◆ **WORK TASK**
Write out each line of the entries exactly, starting at the first and finishing with the line that contains "flex:none; width:38px; height:38px;".

Collected data entries:
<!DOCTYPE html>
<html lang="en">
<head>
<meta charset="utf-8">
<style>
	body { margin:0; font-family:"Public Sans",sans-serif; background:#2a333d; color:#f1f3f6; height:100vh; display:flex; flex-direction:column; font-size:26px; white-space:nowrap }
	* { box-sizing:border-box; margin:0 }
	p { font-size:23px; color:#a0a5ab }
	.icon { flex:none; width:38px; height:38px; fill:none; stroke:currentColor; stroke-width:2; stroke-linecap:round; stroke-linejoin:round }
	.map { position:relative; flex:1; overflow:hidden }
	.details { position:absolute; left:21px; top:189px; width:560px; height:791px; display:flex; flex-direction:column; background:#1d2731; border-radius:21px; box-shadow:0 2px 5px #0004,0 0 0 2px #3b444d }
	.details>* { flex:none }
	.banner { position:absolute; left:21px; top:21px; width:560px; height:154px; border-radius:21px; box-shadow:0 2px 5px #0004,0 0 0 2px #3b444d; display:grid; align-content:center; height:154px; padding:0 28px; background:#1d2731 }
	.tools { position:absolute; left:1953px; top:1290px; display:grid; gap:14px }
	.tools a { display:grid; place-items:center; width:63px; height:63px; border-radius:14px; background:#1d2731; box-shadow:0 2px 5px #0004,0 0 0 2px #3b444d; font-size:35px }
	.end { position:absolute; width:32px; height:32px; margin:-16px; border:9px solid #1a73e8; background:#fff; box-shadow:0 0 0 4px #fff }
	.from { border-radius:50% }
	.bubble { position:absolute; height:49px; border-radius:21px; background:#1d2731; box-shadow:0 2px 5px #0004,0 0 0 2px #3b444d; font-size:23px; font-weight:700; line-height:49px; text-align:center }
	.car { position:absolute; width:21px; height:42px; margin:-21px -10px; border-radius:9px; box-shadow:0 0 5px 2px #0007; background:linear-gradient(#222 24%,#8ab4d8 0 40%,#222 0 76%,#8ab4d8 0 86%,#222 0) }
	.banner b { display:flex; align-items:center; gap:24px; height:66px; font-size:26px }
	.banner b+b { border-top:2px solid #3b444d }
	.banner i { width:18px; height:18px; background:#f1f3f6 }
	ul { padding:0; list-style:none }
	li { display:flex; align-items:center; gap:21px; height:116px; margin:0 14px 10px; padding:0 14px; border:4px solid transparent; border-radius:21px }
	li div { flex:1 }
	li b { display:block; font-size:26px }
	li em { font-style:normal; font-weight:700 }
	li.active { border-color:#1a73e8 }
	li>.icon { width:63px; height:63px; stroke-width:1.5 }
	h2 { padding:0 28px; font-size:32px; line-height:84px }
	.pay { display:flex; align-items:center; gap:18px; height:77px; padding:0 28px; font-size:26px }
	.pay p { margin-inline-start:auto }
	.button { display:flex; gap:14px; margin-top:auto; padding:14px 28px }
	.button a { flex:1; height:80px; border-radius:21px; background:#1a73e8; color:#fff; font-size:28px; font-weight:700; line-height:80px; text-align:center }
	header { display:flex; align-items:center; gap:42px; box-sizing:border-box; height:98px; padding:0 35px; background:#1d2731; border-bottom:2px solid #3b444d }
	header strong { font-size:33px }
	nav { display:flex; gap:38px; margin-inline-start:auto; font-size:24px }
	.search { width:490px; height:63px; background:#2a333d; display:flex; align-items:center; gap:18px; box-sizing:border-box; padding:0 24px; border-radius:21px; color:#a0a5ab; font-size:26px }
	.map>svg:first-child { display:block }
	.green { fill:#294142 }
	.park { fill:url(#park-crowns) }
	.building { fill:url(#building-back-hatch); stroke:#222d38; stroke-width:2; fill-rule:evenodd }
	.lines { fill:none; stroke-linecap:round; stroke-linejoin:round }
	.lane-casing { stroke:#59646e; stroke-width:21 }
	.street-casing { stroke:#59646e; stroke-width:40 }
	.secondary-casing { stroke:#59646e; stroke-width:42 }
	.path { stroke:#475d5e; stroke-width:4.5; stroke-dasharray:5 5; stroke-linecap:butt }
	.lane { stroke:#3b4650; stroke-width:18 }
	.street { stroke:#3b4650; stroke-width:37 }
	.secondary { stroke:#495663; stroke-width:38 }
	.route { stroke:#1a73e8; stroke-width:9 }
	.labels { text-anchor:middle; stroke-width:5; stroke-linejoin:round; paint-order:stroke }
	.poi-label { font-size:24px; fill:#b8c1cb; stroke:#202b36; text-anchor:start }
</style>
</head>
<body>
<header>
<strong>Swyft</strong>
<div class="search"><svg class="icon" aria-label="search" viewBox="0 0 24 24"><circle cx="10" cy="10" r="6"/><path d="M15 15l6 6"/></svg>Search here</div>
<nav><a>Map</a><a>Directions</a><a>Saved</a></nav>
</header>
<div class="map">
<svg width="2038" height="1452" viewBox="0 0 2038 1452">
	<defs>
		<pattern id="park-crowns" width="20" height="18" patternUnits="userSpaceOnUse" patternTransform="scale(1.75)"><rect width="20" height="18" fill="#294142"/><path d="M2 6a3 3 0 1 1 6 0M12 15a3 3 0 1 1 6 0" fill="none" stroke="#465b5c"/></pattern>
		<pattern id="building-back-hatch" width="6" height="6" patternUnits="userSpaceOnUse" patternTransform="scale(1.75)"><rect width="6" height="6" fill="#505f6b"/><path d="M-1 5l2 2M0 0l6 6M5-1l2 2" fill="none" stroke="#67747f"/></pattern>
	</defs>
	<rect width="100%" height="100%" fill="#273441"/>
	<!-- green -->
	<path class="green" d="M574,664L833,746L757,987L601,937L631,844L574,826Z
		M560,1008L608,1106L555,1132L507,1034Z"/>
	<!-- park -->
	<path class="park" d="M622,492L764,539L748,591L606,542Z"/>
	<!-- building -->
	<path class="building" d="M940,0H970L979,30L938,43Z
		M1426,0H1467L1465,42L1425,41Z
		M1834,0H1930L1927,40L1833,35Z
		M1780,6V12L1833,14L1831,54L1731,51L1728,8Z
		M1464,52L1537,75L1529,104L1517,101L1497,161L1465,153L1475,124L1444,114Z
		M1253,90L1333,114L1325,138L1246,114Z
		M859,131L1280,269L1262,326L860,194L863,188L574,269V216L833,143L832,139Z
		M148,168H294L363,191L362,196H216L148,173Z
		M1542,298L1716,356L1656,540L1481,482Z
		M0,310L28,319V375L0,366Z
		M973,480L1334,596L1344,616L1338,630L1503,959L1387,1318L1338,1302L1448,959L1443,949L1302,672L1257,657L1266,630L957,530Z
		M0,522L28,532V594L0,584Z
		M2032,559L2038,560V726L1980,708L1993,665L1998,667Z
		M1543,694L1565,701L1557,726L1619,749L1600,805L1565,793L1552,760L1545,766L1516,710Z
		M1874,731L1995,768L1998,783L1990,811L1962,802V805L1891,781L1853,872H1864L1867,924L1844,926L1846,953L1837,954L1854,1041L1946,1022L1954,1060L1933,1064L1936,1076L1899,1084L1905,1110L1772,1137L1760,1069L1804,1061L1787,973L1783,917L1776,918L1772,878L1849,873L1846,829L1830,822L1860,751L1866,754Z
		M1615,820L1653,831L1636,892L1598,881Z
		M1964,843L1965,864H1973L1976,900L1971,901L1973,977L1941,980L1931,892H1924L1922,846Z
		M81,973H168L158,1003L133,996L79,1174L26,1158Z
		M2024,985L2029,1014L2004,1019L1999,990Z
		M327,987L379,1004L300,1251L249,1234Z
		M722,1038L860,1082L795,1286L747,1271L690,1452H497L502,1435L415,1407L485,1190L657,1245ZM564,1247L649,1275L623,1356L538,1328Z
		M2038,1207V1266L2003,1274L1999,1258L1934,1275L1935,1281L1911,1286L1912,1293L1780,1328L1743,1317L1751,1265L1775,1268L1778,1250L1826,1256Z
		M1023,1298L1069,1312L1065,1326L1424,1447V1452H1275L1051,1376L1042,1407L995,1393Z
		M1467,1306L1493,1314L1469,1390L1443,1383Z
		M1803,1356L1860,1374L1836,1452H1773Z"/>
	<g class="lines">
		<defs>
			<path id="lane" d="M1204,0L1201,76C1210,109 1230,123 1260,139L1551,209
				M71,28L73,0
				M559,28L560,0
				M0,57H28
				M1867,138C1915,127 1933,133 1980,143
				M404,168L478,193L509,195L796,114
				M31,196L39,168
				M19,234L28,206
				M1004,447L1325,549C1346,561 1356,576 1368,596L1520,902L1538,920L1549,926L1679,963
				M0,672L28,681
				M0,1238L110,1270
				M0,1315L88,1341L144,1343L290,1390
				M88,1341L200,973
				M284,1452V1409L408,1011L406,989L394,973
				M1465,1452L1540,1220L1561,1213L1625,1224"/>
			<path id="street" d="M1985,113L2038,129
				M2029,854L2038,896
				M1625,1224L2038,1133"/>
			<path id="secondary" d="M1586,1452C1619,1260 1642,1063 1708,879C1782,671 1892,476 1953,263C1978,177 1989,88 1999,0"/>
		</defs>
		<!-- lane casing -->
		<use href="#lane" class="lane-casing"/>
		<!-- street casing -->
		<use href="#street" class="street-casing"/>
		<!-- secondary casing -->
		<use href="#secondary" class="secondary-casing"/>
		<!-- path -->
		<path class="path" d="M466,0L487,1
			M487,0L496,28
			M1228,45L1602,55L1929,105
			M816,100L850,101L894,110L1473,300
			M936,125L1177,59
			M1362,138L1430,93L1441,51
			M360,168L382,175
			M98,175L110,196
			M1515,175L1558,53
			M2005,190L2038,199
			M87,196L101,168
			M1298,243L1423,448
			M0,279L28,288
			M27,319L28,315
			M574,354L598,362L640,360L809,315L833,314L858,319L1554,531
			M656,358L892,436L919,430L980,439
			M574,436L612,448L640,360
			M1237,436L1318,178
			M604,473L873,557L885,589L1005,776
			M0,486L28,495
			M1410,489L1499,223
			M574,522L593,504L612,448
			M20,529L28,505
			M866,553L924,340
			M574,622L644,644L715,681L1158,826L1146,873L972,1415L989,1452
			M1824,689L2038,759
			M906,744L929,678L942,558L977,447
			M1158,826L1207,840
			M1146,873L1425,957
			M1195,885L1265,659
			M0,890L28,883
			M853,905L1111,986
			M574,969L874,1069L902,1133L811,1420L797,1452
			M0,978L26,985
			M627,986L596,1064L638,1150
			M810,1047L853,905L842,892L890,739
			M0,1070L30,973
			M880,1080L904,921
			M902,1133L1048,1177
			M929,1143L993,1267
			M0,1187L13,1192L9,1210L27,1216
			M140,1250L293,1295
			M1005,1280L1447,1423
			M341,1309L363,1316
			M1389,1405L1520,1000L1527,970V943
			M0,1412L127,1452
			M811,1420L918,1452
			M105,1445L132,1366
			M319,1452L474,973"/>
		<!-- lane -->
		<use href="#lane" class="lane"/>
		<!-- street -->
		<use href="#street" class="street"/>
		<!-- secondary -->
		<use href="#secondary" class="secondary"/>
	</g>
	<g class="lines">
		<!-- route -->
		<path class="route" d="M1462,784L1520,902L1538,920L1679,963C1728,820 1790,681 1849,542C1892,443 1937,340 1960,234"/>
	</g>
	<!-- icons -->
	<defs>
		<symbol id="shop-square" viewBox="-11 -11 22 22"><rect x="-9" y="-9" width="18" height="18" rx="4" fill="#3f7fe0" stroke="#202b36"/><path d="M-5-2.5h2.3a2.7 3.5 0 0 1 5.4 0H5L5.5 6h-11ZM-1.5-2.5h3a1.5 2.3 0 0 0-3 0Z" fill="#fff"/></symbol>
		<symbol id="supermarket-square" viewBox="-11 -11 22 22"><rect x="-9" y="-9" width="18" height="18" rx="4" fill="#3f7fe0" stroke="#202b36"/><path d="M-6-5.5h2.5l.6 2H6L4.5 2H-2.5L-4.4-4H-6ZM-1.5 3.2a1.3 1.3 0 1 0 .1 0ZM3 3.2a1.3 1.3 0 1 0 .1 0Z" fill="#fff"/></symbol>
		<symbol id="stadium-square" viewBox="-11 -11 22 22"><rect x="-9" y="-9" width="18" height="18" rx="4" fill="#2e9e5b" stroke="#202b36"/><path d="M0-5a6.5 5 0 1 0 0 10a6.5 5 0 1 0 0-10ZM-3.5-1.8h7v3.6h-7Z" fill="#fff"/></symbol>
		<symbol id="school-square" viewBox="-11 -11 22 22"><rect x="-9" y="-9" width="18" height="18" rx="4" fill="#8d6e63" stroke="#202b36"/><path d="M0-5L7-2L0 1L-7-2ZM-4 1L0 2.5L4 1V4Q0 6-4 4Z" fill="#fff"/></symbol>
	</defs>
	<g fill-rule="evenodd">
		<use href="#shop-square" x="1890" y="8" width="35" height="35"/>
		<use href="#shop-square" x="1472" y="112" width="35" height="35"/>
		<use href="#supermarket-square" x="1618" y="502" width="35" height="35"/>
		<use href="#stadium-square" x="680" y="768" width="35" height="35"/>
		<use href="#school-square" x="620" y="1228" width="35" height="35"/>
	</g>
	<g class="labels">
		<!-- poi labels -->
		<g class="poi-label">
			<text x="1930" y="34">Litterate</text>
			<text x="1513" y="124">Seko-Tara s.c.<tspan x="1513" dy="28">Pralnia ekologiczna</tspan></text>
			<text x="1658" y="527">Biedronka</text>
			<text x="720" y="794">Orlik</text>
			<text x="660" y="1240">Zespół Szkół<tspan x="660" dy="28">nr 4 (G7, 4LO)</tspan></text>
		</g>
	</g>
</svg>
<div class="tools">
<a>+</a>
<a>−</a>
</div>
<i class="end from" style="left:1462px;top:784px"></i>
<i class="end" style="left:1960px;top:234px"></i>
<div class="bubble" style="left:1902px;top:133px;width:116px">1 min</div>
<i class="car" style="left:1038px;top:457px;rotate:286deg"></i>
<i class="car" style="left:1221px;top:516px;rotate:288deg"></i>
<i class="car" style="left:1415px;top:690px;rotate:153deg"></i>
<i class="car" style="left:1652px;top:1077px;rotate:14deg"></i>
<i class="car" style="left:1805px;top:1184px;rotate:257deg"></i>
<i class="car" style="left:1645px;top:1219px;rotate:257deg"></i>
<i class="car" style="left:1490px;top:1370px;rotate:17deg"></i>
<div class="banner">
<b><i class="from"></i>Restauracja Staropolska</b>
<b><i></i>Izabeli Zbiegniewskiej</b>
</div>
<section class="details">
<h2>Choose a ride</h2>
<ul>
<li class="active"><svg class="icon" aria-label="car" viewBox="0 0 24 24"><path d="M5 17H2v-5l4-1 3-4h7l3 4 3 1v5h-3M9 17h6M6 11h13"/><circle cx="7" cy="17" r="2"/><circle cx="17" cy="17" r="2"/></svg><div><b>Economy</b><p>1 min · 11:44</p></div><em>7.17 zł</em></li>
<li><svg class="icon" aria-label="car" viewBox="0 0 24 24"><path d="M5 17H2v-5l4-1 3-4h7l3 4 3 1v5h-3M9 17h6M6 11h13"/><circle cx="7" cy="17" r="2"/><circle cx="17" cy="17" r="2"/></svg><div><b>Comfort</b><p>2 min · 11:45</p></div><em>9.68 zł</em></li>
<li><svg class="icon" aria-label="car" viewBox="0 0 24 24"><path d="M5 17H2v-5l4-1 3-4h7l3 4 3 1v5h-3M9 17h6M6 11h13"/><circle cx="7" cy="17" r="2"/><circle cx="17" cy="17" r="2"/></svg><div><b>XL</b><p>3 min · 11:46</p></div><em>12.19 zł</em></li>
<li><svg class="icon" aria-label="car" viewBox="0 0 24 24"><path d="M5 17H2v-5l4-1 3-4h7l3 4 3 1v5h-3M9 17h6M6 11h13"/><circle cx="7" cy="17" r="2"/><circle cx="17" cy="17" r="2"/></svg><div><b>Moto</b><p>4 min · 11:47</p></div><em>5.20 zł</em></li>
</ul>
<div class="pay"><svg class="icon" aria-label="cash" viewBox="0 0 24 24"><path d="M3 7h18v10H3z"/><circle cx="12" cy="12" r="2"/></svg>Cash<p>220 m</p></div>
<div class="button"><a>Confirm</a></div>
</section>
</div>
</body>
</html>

◆ **EXERCISE SOLUTION**
<!DOCTYPE html>
<html lang="en">
<head>
<meta charset="utf-8">
<style>
	body { margin:0; font-family:"Public Sans",sans-serif; background:#2a333d; color:#f1f3f6; height:100vh; display:flex; flex-direction:column; font-size:26px; white-space:nowrap }
	* { box-sizing:border-box; margin:0 }
	p { font-size:23px; color:#a0a5ab }
	.icon { flex:none; width:38px; height:38px; fill:none; stroke:currentColor; stroke-width:2; stroke-linecap:round; stroke-linejoin:round }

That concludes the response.